=== Work to be completed ===
In your copy, repeat each record exactly and include no pictures.

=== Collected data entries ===
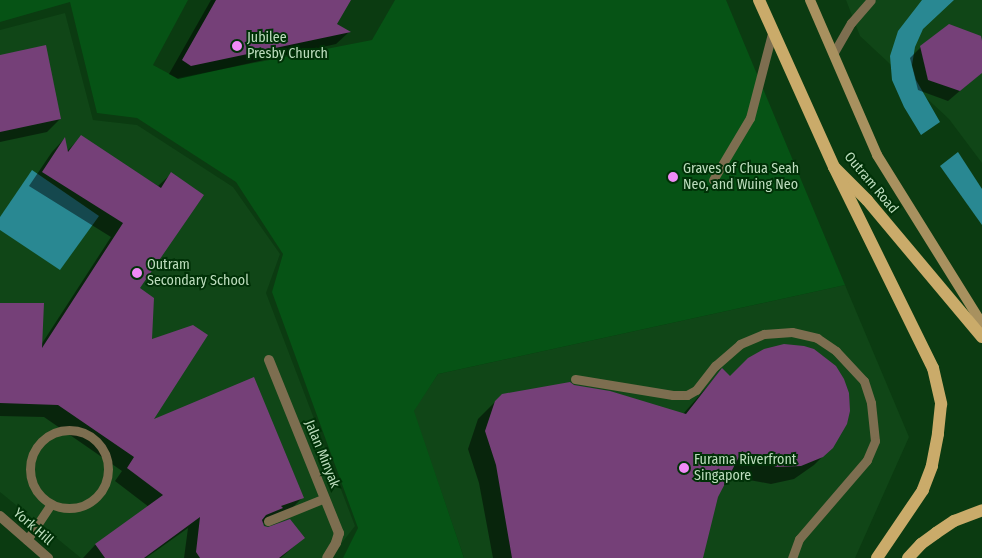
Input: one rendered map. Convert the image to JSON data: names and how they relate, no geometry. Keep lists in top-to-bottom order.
{
  "streets": {
    "main road": ["Outram Road"],
    "street": ["Jalan Minyak", "York Hill"]
  },
  "places": [
    "Jubilee Presby Church",
    "Graves of Chua Seah Neo, and Wuing Neo",
    "Outram Secondary School",
    "Furama Riverfront Singapore"
  ]
}
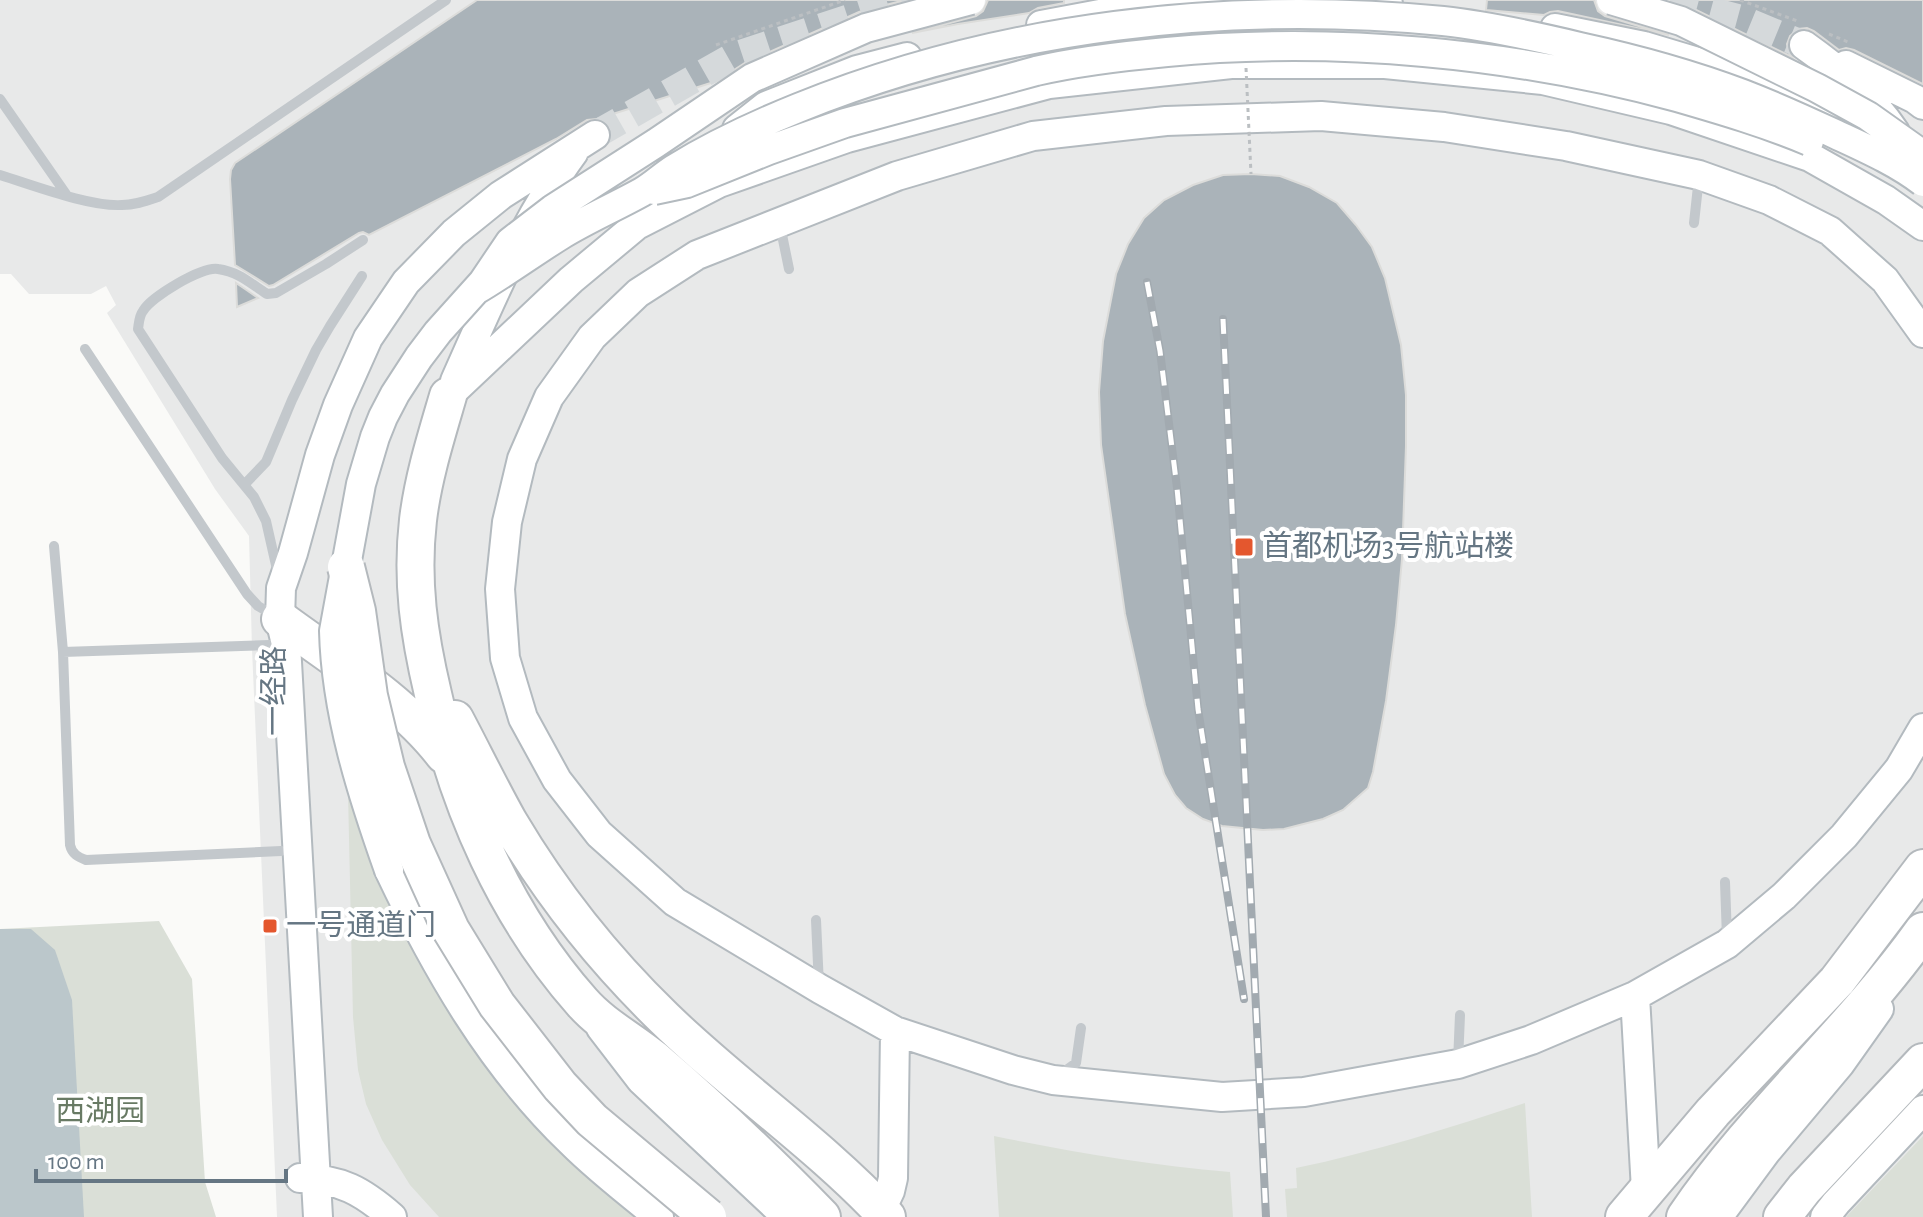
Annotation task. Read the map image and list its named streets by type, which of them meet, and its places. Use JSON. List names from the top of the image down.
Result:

=== Task output ===
Input: one rendered map. Convert the image to JSON data: names and how they relate, no geometry. Keep lists in top-to-bottom order.
{
  "streets": {
    "main road": ["Outram Road"],
    "street": ["Jalan Minyak", "York Hill"]
  },
  "places": [
    "Jubilee Presby Church",
    "Graves of Chua Seah Neo, and Wuing Neo",
    "Outram Secondary School",
    "Furama Riverfront Singapore"
  ]
}
Annotation task. Read the map image and list its named streets by type, which of them meet, and its places. Use JSON. List names from the top of the image down.
Result:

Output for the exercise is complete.